• [Aim of the exercise]
Give the number of lines in the material below that contain the word "MAGNÓLIAS". No other content is needed.

• [Data to process]

· · · · · · ·

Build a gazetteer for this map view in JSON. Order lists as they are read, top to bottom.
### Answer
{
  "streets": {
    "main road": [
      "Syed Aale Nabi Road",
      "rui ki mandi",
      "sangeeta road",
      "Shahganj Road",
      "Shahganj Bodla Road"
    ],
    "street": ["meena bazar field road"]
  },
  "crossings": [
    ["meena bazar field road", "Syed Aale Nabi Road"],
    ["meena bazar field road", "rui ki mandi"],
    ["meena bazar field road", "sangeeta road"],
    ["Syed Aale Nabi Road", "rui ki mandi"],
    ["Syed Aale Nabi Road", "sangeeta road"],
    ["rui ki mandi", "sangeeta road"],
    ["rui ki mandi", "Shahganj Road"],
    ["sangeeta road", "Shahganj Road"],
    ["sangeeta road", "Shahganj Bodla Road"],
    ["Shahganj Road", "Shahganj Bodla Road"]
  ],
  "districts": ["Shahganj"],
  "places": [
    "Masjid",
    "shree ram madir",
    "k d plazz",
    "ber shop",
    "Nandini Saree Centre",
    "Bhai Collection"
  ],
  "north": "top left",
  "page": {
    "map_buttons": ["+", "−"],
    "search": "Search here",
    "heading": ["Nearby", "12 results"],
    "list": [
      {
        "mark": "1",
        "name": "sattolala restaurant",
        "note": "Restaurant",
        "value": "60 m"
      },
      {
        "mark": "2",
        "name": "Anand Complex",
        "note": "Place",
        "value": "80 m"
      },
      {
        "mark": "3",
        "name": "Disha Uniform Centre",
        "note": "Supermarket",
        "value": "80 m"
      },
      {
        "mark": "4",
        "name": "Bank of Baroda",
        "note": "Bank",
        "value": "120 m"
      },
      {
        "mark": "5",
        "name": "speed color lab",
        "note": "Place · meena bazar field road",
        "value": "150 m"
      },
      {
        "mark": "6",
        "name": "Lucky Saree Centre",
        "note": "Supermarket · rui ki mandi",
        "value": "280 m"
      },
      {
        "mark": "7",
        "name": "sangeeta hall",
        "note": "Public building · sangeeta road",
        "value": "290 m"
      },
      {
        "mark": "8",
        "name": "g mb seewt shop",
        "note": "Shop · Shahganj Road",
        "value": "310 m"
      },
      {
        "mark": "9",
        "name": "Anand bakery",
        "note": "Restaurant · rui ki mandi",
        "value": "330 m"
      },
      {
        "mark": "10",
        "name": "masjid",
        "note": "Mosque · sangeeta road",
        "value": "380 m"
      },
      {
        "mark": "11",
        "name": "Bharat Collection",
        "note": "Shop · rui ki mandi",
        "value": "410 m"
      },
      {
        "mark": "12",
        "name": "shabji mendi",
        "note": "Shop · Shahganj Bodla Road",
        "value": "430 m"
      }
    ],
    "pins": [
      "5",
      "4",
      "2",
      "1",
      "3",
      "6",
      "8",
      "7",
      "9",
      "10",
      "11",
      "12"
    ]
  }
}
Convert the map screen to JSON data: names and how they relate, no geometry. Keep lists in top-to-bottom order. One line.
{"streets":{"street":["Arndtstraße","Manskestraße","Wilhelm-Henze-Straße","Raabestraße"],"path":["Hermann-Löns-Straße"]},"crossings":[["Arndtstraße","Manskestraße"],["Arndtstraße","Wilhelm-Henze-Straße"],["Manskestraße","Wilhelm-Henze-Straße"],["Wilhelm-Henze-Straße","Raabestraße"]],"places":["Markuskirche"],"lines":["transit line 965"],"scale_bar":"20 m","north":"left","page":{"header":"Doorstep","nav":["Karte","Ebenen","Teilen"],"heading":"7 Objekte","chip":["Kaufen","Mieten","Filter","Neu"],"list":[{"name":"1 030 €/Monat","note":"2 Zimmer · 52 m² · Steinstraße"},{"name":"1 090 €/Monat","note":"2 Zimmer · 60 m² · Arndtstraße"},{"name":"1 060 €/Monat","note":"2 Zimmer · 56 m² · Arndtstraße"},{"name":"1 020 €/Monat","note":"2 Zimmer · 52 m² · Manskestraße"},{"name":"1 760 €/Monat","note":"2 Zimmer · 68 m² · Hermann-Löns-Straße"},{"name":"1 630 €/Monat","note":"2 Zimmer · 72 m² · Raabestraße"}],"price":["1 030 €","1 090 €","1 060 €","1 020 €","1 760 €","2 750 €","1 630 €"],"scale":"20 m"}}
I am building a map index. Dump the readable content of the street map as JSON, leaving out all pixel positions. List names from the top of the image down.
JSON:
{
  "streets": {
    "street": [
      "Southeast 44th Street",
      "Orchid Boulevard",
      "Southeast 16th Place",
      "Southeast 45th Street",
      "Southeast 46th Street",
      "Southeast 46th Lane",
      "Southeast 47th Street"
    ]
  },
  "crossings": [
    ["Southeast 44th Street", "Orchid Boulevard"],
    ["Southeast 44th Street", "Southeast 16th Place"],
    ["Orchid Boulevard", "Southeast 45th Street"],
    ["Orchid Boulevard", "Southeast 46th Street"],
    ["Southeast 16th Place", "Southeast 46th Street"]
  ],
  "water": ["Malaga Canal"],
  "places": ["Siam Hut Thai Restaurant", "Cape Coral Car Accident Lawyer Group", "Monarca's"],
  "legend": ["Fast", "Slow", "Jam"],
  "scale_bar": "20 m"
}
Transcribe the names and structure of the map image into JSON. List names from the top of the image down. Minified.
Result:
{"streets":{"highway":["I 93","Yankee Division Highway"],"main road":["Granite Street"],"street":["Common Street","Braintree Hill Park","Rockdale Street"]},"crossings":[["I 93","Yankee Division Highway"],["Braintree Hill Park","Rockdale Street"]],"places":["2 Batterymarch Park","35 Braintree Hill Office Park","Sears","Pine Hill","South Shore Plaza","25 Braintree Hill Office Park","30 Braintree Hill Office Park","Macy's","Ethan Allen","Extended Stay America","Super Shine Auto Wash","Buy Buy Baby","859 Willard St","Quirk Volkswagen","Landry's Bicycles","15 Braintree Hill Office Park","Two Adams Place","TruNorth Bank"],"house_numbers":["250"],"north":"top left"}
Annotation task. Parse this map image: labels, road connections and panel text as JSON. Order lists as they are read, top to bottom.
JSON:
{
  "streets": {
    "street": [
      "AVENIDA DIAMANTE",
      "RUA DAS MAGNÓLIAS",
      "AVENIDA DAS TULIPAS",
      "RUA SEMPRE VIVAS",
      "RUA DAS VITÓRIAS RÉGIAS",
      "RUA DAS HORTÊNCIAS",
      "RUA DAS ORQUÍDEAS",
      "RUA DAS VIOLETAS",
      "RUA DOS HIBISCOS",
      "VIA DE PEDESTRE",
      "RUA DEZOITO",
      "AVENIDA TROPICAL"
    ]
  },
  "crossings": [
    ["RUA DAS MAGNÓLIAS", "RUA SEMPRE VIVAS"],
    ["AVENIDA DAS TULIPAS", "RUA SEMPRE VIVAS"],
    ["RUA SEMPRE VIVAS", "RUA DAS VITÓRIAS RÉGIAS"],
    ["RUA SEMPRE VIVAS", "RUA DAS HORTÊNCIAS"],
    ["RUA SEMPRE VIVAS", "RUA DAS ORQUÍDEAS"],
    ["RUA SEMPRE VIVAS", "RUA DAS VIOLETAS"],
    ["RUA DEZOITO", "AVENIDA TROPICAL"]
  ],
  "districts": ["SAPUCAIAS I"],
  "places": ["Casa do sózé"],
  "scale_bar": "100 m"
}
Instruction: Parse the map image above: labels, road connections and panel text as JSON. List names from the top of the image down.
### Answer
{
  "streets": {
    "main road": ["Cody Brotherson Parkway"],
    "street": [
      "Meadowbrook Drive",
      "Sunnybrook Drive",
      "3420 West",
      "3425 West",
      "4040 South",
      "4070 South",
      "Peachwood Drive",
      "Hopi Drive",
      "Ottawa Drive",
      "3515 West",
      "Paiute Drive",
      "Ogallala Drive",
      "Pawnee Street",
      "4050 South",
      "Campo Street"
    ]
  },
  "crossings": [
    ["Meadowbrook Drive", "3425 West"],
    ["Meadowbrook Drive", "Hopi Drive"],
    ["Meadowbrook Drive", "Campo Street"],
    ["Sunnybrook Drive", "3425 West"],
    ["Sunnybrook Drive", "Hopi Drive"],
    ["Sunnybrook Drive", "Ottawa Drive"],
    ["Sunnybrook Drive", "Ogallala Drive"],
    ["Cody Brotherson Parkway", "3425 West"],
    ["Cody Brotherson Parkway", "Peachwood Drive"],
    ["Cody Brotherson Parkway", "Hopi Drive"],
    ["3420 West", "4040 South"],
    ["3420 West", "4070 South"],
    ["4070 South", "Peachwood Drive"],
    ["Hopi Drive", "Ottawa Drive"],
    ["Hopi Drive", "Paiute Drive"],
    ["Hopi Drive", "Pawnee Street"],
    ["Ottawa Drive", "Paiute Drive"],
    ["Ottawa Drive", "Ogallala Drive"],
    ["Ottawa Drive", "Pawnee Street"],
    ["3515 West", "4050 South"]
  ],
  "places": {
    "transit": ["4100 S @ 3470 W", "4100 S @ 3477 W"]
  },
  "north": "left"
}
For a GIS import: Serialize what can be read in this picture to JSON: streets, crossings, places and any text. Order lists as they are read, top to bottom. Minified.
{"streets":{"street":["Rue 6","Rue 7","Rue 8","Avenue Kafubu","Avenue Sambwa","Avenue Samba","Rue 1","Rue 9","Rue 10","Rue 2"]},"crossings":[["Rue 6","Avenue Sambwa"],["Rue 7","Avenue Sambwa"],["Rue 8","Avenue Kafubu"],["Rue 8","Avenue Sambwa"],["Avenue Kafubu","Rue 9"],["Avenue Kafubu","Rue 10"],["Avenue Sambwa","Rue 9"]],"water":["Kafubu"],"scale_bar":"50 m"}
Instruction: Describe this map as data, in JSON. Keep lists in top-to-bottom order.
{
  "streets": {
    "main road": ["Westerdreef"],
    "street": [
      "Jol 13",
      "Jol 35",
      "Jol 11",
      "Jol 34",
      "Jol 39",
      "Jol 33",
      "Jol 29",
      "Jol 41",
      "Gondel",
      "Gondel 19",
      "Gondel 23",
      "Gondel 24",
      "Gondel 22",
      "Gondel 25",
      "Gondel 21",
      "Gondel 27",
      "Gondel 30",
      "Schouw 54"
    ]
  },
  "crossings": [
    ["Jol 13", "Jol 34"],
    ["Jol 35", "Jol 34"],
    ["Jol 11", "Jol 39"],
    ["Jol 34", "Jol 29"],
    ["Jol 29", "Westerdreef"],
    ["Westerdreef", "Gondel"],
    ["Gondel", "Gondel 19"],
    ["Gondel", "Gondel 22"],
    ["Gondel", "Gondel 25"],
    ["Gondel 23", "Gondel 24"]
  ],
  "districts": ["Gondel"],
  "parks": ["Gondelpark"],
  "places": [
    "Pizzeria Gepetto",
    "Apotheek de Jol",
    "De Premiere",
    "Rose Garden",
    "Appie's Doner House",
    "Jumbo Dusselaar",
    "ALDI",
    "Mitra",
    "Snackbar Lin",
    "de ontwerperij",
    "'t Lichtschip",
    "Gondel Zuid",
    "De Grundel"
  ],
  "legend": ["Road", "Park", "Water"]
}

· · · · · · ·

• [Exercise answer]
2